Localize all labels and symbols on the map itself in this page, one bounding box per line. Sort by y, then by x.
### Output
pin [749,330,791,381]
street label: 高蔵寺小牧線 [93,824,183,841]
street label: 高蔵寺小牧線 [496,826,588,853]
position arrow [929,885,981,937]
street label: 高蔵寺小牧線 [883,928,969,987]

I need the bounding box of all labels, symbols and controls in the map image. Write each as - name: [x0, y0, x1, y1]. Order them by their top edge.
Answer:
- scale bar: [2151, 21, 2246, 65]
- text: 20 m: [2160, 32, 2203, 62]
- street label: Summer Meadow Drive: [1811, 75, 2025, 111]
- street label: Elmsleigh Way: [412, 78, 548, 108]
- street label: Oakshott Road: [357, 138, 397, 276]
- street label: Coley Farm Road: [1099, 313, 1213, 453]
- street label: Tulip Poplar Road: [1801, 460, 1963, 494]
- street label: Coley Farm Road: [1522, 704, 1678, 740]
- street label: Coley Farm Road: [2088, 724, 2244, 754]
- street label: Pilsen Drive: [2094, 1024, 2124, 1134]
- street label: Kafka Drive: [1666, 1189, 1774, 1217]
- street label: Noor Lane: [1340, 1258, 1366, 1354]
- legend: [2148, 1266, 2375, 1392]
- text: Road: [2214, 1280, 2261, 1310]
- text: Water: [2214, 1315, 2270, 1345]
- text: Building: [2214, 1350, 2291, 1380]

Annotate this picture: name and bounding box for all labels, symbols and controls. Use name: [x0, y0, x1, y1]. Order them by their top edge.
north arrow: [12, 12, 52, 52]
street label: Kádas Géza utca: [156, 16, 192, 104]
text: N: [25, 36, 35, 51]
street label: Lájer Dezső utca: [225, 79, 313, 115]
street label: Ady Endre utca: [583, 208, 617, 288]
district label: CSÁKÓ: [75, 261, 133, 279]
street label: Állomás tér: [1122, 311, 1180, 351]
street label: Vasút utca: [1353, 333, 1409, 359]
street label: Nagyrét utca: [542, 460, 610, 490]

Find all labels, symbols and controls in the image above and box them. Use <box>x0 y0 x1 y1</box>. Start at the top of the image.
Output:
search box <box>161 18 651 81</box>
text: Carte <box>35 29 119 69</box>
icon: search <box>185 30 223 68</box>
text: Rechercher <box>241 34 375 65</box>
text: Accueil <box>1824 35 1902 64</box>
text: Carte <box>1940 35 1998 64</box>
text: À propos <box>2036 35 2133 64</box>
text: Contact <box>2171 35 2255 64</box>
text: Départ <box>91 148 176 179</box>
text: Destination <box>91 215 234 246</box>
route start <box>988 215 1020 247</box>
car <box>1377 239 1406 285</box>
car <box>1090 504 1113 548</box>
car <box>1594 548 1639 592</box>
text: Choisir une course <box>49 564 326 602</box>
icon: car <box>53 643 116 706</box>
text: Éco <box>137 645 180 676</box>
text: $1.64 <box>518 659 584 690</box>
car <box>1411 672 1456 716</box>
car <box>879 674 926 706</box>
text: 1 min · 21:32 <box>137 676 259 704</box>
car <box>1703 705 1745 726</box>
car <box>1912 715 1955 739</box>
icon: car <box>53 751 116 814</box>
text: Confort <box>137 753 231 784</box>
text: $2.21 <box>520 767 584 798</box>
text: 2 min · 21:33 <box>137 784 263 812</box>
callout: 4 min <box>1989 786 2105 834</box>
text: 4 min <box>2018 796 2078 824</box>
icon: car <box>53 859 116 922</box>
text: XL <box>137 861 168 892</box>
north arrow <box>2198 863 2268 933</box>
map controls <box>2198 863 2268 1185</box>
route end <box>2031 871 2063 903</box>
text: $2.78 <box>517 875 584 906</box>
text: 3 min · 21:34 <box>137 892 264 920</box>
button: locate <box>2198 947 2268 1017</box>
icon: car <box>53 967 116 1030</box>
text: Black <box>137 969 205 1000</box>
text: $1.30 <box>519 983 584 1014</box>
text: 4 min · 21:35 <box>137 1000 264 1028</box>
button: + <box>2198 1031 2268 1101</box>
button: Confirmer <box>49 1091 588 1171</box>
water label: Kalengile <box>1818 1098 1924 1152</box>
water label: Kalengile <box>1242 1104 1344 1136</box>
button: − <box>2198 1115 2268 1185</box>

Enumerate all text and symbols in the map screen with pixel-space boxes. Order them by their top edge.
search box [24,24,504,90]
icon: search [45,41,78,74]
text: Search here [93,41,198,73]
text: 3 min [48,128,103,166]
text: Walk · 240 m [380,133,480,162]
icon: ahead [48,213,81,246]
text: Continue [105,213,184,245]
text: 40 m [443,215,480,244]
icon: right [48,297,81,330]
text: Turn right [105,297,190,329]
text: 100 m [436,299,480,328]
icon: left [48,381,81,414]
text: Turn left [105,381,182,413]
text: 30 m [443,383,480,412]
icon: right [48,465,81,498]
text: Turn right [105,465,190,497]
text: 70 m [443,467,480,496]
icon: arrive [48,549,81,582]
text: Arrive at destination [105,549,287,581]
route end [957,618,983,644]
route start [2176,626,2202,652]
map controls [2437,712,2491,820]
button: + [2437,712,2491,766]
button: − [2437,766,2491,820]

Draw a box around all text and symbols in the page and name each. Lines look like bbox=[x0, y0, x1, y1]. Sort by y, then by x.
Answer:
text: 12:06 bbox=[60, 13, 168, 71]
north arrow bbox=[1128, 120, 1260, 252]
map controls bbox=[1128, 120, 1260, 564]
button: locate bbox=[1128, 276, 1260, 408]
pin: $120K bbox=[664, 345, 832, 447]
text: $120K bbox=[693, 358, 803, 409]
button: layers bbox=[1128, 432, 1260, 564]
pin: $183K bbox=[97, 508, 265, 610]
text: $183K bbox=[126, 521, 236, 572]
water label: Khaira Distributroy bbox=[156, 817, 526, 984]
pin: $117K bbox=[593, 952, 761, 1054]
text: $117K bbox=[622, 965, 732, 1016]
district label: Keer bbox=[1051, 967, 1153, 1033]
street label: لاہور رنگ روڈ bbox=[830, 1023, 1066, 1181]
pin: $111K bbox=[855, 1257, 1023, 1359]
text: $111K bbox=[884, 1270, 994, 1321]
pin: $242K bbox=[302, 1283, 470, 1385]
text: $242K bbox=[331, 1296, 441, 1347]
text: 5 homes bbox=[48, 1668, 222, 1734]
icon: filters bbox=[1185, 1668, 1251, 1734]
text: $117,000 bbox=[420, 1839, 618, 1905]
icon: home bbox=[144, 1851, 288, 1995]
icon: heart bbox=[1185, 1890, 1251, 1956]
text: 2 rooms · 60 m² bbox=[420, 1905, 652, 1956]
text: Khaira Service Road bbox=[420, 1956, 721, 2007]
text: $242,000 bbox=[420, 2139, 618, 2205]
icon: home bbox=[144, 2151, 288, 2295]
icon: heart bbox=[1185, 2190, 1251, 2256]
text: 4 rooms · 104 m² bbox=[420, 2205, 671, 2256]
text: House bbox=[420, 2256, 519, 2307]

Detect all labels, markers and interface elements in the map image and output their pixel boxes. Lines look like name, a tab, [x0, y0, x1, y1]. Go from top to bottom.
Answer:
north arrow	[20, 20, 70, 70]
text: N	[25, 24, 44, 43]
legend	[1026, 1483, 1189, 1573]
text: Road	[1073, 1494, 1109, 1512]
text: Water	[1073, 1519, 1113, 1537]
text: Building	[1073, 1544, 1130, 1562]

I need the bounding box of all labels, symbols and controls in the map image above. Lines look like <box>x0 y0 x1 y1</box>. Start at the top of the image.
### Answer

* _PROBLEM DESCRIPTION_
Wherever a line in the records contains the word "each", copy that line.

* _ANSWER AREA_
I need the bounding box of all labels, symbols and controls in the map image. Write each as - name: [x0, y0, x1, y1]. Order them by their top edge.
Draw a box around all text and symbols in the page and name each. Lines look like bbox=[x0, y0, x1, y1]. Sort by y, then by x.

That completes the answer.